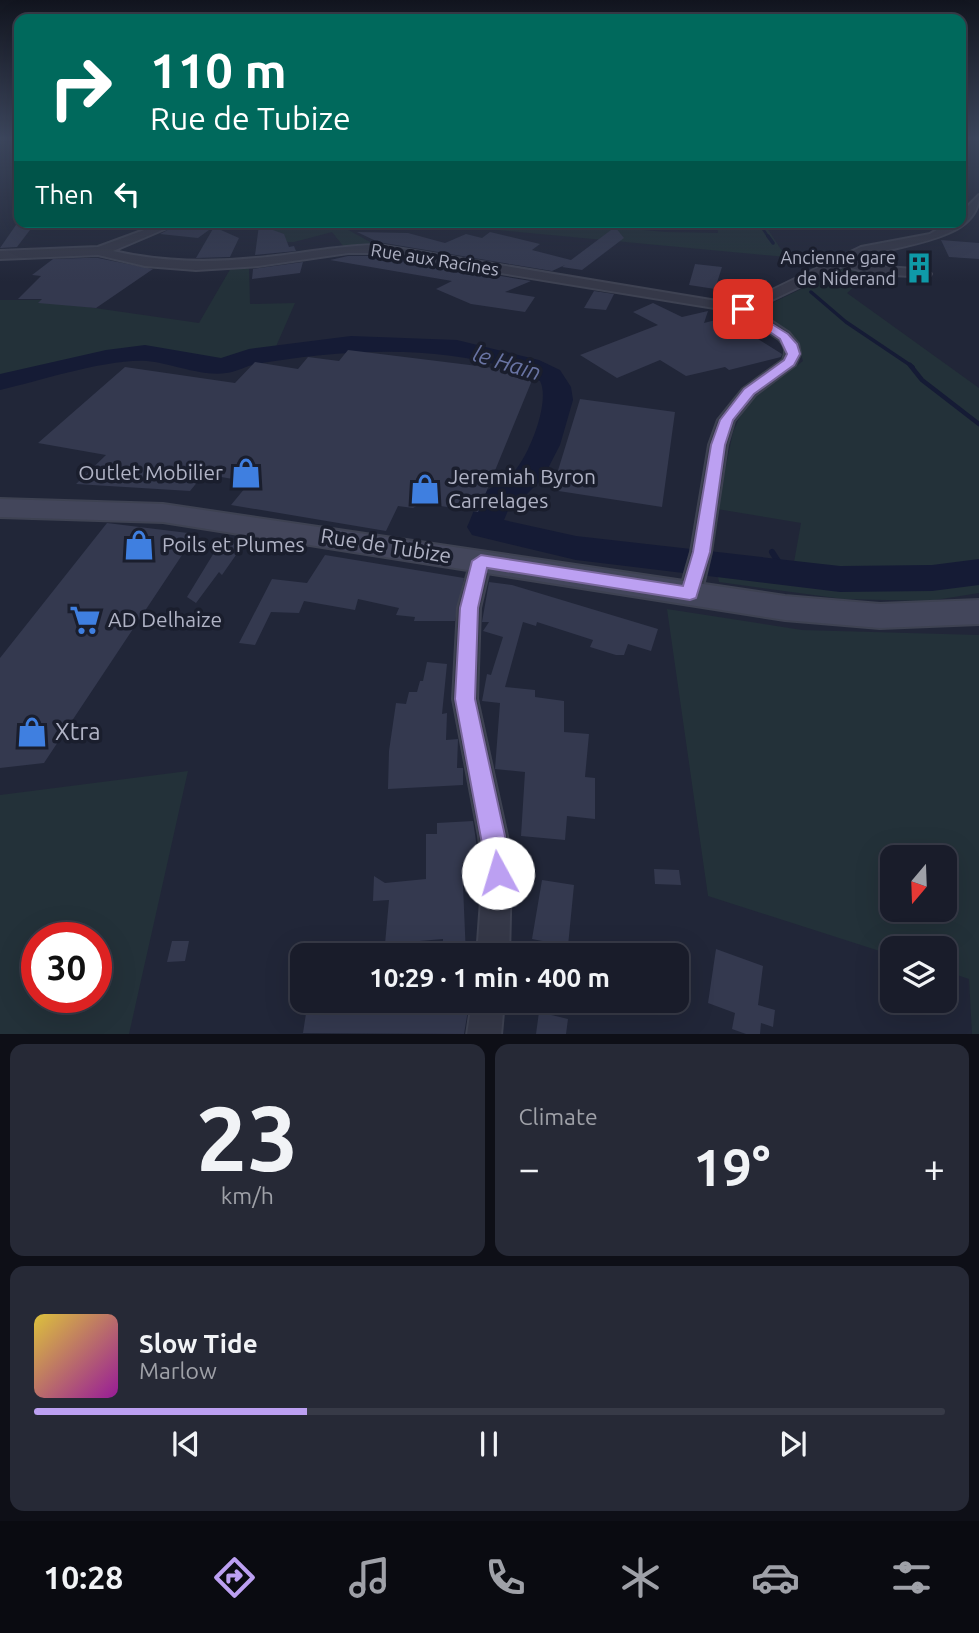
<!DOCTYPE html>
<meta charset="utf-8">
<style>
body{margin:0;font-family:Ubuntu,sans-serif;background:#262936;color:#f1f3f6;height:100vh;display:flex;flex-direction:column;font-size:26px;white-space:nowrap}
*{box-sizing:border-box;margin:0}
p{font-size:23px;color:#9fa1a8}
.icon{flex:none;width:38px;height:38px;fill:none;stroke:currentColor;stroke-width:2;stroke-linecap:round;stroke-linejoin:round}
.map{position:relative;height:1034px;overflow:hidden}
.sheet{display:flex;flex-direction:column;gap:10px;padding:10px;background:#0e0f17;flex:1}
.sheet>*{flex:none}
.hud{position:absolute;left:14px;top:14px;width:952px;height:214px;border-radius:14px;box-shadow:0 7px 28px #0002,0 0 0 2px #373a47;background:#00695c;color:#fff;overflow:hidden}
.needle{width:46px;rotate:199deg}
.buttons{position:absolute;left:880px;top:845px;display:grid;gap:14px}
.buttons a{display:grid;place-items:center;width:77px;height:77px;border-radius:14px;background:#191c2a;box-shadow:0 7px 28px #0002,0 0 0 2px #373a47;font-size:35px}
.speed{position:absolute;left:21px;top:922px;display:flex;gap:14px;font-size:35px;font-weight:700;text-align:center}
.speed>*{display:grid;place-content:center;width:91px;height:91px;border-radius:50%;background:#191c2a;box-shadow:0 7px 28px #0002,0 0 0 2px #373a47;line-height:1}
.speed .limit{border:10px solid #d22;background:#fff;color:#111}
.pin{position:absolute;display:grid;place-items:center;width:60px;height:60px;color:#fff;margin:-30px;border-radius:14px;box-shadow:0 4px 10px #0006}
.me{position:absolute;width:77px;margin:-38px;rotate:354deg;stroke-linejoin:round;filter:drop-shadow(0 0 5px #0008)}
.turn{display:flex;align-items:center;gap:24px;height:147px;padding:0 21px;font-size:32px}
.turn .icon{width:91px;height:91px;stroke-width:2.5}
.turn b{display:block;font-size:49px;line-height:60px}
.then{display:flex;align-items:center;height:66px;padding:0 21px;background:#0003;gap:14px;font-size:26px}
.big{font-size:52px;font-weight:600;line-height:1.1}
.sheet .card{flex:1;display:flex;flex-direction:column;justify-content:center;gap:10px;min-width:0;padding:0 24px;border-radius:14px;background:#262936}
.sheet .dial{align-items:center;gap:0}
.dial b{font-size:91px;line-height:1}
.song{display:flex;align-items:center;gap:21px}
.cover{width:84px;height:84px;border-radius:10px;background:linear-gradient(135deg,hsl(50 70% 55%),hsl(300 70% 35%))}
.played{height:7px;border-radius:4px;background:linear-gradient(90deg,#bca0f2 30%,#373a47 30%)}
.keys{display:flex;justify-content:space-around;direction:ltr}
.heat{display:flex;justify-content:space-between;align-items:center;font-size:38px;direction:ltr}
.sheet .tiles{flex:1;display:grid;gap:10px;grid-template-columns:1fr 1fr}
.card:last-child{grid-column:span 2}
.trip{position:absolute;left:290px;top:943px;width:399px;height:70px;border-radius:14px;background:#191c2a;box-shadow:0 7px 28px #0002,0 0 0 2px #373a47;font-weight:600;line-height:70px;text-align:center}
.tab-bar{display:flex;height:112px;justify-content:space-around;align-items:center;background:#0a0b11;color:#9fa1a8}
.tab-bar .icon{width:49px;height:49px}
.tab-bar .current{color:#bca0f2}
.tab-bar b{font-size:32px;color:#f1f3f6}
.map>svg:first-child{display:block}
.green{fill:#233139;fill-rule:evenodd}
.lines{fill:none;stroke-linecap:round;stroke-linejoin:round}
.stream-far3{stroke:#151b35;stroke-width:2.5}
.stream-far2{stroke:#151b35;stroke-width:3.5}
.stream-far1{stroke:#151b35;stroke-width:4.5}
.stream{stroke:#151b35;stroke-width:6}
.river{fill:#151b35;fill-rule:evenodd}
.building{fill:#34394f}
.street-casing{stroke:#3e4252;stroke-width:4}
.secondary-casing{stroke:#3e4252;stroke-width:4}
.street{fill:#353848;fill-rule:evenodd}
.secondary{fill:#43465b;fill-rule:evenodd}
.route{fill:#bca0f2;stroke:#7a689d;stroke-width:2}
.labels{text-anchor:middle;stroke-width:7;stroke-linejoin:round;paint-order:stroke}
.far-poi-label{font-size:18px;fill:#b0b3c5;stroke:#1a1e2d;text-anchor:end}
.far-street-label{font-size:18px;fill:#b0b3c5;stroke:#1a1e2d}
.poi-label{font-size:21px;fill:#b0b3c5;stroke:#1a1e2d;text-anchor:start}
.street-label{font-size:21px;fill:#b0b3c5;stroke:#1a1e2d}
.water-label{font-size:23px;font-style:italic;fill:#6974a3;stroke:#1a1e2d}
.near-poi-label{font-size:24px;fill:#b0b3c5;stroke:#1a1e2d;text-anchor:start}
</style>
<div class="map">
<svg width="979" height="1035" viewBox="0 0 979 1035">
<rect width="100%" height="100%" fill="#212638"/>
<path class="green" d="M 261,222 L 334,222 L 379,247 L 344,247 L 332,232 L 294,242 L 280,242 L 270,226 Z
M 412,222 L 554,222 L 666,232 L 718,233 L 717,222 L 763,222 L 786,257 Z
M 249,265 L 250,304 L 295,303 L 274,351 L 221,361 L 164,349 L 127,351 L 0,380 L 0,300 L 54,300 L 60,303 L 199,323 L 232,266 Z
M 846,267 L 869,274 L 847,293 L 979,388 L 979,593 L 929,601 L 843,599 L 719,582 L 716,567 L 791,579 L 801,523 L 717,509 L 733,432 L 745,405 L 803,361 L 795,337 L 765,317 L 764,307 Z
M 667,609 L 802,630 L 979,635 L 979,1034 L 972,1034 L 969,979 L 945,971 L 945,948 L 892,948 L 892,955 L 708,896 ZM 892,858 L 945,858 L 945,910 L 892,910 Z
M 188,771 L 129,1034 L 0,1034 L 0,795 ZM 37,938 L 96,938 L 96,998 L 37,998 Z"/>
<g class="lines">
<path class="stream-far3" d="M 751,222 L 763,229 L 769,238"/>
<path class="stream-far2" d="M 768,236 L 773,243
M 811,292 L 846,322 L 913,367"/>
<path class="stream-far1" d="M 910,365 L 922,380 L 979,424"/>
<path class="stream" d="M 772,552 L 785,572"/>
<path class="river" d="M 351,336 L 457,340 L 539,360 L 560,370 L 571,387 L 573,400 L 560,445 L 543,478 L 522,499 L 510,506 L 504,520 L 576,536 L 840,566 L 932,565 L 979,559 L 979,585 L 932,591 L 840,592 L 576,560 L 472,535 L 467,527 C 472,517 476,501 484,493 C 492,486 504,483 511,475 C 528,459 551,402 540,381 C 457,341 345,349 256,364 C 246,366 236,372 226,373 C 203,377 170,363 147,361 C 109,358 39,381 0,390 L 0,374 L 106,350 L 145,345 L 221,358 L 249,349 Z"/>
</g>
<path class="building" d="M 18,222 L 36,222 L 17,247 L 0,248 Z
M 183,222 L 220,222 L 198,238 L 160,234 Z
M 259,225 L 284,234 L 289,247 L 294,246 L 296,251 L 255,255 Z
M 214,227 L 239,238 L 230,257 L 196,258 Z
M 615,227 L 624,238 L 582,270 L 562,267 L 565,265 L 552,271 L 378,242 L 357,232 L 408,233 L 445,243 L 466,234 L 482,238 L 490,232 L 540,244 L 532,250 L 571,260 Z
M 941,240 L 979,243 L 979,259 L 949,257 Z
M 348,256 L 379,256 L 531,281 L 505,292 L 535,297 L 525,312 L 471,304 L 436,289 L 452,281 L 330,260 Z
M 84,258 L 98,258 L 153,269 L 96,308 L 38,303 L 42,299 L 18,299 L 41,276 L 32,275 L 53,259 Z
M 303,262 L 300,273 L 252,279 L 253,269 Z
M 695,264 L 722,267 L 715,289 L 689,285 Z
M 594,291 L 614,294 L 606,310 L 584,308 Z
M 653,303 L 682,317 L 708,311 L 704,323 L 731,316 L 751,329 L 745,331 L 782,354 L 781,357 L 729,370 L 725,367 L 686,376 L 660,360 L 617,378 L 580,355 L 658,325 L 633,312 Z
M 348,350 L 535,373 L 478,512 L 422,503 L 413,508 L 398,506 L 386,531 L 231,505 L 250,482 L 204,474 L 190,491 L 76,484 L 106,455 L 38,443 L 125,367 L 235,383 L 255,362 L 298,369 L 308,357 L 339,361 Z
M 580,399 L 675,412 L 662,507 L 552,490 Z
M 107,523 L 196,534 L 44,763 L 0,768 L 0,658 Z
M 223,538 L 245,542 L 222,575 L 219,572 L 196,603 L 187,597 Z
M 325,555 L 464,578 L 455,621 L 414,621 L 415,617 L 396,615 L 399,608 L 358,599 L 355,610 L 304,601 L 299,613 L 271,612 L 255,645 L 239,643 L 272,579 L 307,583 Z
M 489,582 L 512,585 L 658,629 L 651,651 L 628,644 L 624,655 L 616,655 L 590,647 L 593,640 L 537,622 L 536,626 L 523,622 L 505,687 L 535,690 L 535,697 L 564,701 L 564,732 L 589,734 L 585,777 L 595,778 L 595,819 L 567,816 L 565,840 L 521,836 L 525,772 L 495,769 L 500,703 L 482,701 L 487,674 L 491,675 L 503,637 L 483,631 L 489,622 L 482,622 Z
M 427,662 L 447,664 L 442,714 L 447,713 L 446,740 L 458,739 L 457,768 L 463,768 L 463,785 L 388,789 L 389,751 L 396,703 L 406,704 L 409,692 L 417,692 L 420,681 L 423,681 Z
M 473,821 L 479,861 L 462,862 L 466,956 L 442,956 L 443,939 L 385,944 L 389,900 L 373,901 L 374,876 L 385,883 L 426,879 L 426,834 L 437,834 L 437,823 Z
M 654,869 L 679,870 L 681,885 L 655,884 Z
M 542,880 L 574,885 L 568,946 L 532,939 Z
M 172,941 L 189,941 L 185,961 L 167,962 Z
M 716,949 L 763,966 L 758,1005 L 775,1010 L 773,1027 L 761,1023 L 760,1034 L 746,1034 L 732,1029 L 735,1013 L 708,1003 Z
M 390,1004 L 469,1004 L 464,1034 L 303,1033 L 307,1007 Z
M 539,1012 L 568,1019 L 566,1034 L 536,1034 Z"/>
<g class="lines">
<g class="street-casing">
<path id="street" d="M 979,195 C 979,245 886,244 853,261 L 875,266 L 925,270 L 931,274 L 929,277 L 875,274 L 843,266 L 753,309 L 789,333 L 798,344 L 800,354 L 795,365 L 755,395 L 734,421 L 727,445 L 711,552 L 701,594 L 698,599 L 690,602 L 682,599 L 679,594 L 691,552 L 709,445 L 718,420 L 743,389 L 783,360 C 787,351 785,346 779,339 L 739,312 L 379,253 L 348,253 L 258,266 L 196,270 L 145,266 L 98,255 L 0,259 L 0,251 L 98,247 L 166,222 L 181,222 L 113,251 C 161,262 207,263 256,258 C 298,255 337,245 379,245 L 741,305 L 861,247 L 930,234 L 950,222 L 961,222 L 961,213 Z
M 481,554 L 488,556 L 491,561 L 480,608 L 477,699 L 507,836 L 511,873 L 509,956 L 477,956 L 483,873 L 479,836 L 453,699 L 458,608 L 471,561 L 474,556 Z
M 472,1001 L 504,1001 L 501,1035 L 467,1035 Z"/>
</g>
<g class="secondary-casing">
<path id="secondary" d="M 0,499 L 163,504 L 785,596 L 880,604 L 979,600 L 979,624 L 880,628 L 785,620 L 163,522 L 0,517 Z"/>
</g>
<use href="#street" class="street"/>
<use href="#secondary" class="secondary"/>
</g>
<linearGradient id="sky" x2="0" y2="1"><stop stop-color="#12151f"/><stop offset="0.49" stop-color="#3d475e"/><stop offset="1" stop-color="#3d475e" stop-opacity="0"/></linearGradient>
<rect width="979" height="282" fill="url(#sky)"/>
<path class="route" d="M 743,306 L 788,334 L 797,344 L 800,354 L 794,365 L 754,394 L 733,420 L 725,445 L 710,552 L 696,598 L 690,600 L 487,568 L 478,608 L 475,699 L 505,836 L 509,873 L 506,881 L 498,885 L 489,881 L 455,699 L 460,608 L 472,561 L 481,555 L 683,586 L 693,552 L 711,445 L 720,420 L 744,389 L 784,360 L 787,354 L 780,339 L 739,311 L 739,307 Z"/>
<defs>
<g id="building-bare" transform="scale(2.415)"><path d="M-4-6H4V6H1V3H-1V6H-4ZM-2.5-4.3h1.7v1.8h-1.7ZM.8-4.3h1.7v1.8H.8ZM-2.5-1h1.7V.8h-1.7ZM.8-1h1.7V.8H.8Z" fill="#0f9aa8" stroke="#1a1e2d" stroke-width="2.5" paint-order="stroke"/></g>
<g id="shop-bare" transform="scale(2.415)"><path d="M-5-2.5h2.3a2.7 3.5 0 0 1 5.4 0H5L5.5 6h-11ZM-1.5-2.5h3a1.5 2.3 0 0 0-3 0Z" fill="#3f7fe0" stroke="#1a1e2d" stroke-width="2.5" paint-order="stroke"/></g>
<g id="supermarket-bare" transform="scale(2.415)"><path d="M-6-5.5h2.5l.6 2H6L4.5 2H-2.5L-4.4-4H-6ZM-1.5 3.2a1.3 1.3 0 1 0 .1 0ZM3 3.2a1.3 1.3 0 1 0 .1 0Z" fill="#3f7fe0" stroke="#1a1e2d" stroke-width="2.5" paint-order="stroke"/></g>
</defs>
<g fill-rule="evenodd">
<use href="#building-bare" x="919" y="268"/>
<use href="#shop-bare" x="246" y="473"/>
<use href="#shop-bare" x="425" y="489"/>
<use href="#shop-bare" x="139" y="545"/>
<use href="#supermarket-bare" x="85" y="620"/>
<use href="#shop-bare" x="32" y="732"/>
</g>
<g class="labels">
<g class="far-poi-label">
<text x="896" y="264">Ancienne gare<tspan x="896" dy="21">de Niderand</tspan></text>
</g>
<g class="far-street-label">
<text transform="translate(435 260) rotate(9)" y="6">Rue aux Racines</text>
</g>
<g class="poi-label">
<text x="223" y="480" text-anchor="end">Outlet Mobilier</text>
<text x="448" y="484">Jeremiah Byron<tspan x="448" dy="24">Carrelages</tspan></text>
<text x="162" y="552">Poils et Plumes</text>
<text x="108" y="627">AD Delhaize</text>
</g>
<g class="street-label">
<text transform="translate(386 546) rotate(9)" y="7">Rue de Tubize</text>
</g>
<g class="water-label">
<text transform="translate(507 363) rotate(17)" y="8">le Hain</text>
</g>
<g class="near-poi-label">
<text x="55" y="740">Xtra</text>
</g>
</g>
</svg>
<div class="buttons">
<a><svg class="needle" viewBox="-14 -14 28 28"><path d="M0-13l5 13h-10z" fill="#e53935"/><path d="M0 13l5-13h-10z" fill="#9fa1a8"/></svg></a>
<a><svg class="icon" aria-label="layers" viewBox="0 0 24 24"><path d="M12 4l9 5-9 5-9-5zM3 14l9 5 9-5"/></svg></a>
</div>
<div class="speed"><div class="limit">30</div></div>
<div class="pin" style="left:743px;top:309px;background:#d93025"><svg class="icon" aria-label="arrive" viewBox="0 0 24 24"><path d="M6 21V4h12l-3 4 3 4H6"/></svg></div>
<svg class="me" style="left:498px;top:873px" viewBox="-20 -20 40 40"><circle r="19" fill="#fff"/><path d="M0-13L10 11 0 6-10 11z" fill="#bca0f2"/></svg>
<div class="trip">10:29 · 1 min · 400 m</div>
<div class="hud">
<div class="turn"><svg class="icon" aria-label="right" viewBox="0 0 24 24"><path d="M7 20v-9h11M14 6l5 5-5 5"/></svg><div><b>110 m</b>Rue de Tubize</div></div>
<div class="then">Then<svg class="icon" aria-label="left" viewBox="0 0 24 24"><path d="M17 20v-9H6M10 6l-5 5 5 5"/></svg></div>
</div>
</div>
<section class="sheet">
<div class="tiles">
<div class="card dial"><b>23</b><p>km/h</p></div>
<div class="card"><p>Climate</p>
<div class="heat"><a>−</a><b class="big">19°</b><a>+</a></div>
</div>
<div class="card">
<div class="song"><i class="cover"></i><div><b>Slow Tide</b><p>Marlow</p></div></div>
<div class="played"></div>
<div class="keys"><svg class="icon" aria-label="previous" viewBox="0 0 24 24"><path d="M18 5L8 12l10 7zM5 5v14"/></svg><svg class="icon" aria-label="pause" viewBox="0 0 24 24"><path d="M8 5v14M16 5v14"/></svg><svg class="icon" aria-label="next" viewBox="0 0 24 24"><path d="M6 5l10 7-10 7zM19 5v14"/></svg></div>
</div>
</div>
</section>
<nav class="tab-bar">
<b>10:28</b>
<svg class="icon current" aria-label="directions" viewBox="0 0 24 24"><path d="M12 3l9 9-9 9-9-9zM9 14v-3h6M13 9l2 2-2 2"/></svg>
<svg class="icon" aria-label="music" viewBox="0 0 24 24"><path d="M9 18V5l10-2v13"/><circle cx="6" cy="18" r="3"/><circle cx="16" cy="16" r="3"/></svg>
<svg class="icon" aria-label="phone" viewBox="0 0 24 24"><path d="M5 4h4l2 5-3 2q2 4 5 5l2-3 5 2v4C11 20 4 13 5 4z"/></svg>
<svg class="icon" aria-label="climate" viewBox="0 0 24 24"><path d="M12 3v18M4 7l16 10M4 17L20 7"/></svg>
<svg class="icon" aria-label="car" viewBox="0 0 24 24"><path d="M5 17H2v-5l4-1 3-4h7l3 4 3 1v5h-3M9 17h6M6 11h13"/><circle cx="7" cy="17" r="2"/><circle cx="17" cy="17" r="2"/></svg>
<svg class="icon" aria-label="filters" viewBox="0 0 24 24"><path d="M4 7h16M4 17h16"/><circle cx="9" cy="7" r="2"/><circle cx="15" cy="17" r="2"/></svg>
</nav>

- [TASK REQUIREMENTS] When a line in the records above holds "song", that line is to be reported.

- [RESULT FOR THIS TASK]
.song{display:flex;align-items:center;gap:21px}
<div class="song"><i class="cover"></i><div><b>Slow Tide</b><p>Marlow</p></div></div>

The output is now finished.